Etika dan Profesionalisme: Kunci Mencegah Kekerasan Seksual di Dunia Medis

image

Pentingnya etika dan profesionalisme dalam mencegah kekerasan seksual di dunia medis, terutama oleh tenaga kesehatan.

Pentingnya Etika dalam Dunia Medis

Belakangan ini, publik dikejutkan oleh kasus kekerasan seksual yang melibatkan seorang peserta Program Pendidikan Dokter Spesialis (PPDS) Anestesi di Bandung. Kejadian ini mengingatkan kita bahwa ruang layanan kesehatan, yang seharusnya menjadi tempat aman, masih rentan terhadap kekerasan berbasis kuasa. Kepercayaan masyarakat terhadap dunia medis menjadi sorotan, menekankan pentingnya perlindungan pasien dan evaluasi terhadap pembinaan tenaga medis.

Rumah Sakit Akademik Universitas Gadjah Mada (RSA UGM) menyadari tanggung jawab besar dalam membentuk tenaga medis yang tidak hanya unggul secara klinis tetapi juga menjunjung tinggi etika dan profesionalisme. Direktur RSA UGM, Dr. Darwito, menegaskan bahwa seleksi PPDS tidak hanya mengukur aspek akademik tetapi juga integritas kepribadian. Seleksi ini mencakup tes psikologi dan wawancara untuk menggali karakter calon dokter.

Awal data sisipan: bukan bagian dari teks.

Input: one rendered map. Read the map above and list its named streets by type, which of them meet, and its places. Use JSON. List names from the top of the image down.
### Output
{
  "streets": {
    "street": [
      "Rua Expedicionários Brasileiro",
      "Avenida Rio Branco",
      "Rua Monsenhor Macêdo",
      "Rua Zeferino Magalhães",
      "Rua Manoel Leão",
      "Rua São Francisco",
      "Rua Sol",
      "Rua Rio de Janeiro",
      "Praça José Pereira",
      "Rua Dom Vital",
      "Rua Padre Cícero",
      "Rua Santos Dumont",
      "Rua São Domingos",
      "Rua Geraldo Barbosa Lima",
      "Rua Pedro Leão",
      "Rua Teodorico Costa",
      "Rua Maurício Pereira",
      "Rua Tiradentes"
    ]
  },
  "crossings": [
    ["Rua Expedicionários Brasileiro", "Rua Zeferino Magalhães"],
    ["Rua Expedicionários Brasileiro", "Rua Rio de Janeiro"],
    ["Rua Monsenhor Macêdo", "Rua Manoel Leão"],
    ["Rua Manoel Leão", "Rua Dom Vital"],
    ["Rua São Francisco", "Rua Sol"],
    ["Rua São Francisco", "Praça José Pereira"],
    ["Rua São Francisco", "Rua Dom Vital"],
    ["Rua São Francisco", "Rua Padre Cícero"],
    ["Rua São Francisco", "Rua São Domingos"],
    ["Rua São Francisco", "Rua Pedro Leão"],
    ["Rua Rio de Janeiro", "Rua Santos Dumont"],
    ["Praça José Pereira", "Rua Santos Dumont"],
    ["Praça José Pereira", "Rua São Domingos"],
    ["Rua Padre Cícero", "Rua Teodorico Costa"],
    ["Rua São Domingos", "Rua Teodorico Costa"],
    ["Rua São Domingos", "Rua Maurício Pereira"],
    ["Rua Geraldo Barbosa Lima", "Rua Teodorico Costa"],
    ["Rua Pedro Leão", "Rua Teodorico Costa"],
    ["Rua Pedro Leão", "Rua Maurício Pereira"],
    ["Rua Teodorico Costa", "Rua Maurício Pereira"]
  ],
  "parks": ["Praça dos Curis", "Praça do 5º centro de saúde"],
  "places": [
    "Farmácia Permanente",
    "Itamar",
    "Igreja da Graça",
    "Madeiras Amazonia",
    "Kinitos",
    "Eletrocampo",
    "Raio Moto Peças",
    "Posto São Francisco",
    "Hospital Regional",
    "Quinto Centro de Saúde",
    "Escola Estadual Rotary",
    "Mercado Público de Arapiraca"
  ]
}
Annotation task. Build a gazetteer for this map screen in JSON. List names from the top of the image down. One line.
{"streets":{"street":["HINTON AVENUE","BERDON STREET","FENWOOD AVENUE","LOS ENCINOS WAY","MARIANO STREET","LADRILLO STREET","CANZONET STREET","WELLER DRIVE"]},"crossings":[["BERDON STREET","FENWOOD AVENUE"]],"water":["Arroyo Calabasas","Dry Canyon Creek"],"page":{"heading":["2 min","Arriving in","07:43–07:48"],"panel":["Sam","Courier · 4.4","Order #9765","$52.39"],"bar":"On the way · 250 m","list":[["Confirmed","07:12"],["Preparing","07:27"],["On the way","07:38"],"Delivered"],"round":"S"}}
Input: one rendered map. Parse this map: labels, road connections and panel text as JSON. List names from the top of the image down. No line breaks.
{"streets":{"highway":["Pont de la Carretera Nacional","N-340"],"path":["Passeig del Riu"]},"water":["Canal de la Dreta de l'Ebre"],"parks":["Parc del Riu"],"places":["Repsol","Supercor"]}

Pendidikan Etika yang Berkelanjutan

Di awal masa pendidikan, peserta PPDS dibekali dengan kuliah umum tentang etika kedokteran. Namun, menurut Dr. Darwito, etika bukan hanya pembelajaran sesaat. Nilai-nilai etis harus terus ditanamkan dan dilatih sepanjang masa pendidikan klinis. Dalam dunia medis yang kompleks, sikap etis perlu dibentuk melalui proses panjang dan interaksi nyata dengan pasien.

RSA UGM menerapkan sistem pendidikan berjenjang dengan supervisi ketat. Residen menjalani tahapan merah, kuning, dan hijau, mulai dari tahap observasi hingga mandiri. Evaluasi terhadap aspek etik dan komunikasi dilakukan oleh dokter penanggung jawab pasien (DPJP) sebagai penilai utama performa residen.

Meskipun RSA UGM belum memiliki pelatihan khusus tentang kekerasan seksual, materi terkait telah disisipkan dalam sesi awal pendidikan. Ini merupakan komitmen RSA dan Fakultas Kedokteran UGM untuk menjaga martabat pendidikan kedokteran.

Langkah preventif lain termasuk pemasangan kamera pengawas (CCTV) di berbagai titik strategis untuk memastikan transparansi dan pengawasan aktivitas di rumah sakit. RSA juga menerapkan sistem jaga yang memisahkan residen laki-laki dan perempuan untuk meminimalkan potensi kerentanan.

Keberadaan DPJP sebagai pengawas utama memastikan proses pembelajaran yang aman secara fisik dan etis. RSA berusaha menghindari pencampuran shift jaga antara laki-laki dan perempuan, dengan semua kegiatan pendidikan dipantau oleh DPJP.

Dr. Darwito menekankan pentingnya membedakan antara tindakan dalam kapasitas pendidikan dan tindakan pribadi. Jika terjadi pelanggaran dalam proses pendidikan, institusi dapat memberikan sanksi akademik, termasuk pengeluaran. Namun, jika kejadian di luar jam pendidikan, itu bukan wewenang rumah sakit.

Refleksi atas kasus ini menjadi momen penting bagi RSA UGM untuk memperkuat sistem pendidikan yang menghasilkan dokter kompeten dan bermartabat. Dr. Darwito menyatakan bahwa institusinya berkomitmen menegakkan etika, norma, dan hukum. Dengan pengawasan berlapis dan pendidik yang menjadi panutan, RSA UGM membangun ruang belajar yang aman dan bermakna.

Kepercayaan publik terhadap dunia medis hanya bisa dijaga jika institusi pendidikan konsisten menjaga nilai-nilai etik dan kemanusiaan. Pendidikan harus menanamkan nilai-nilai etika dan norma sejak awal, didukung oleh SOP dan teladan dari para pendidik.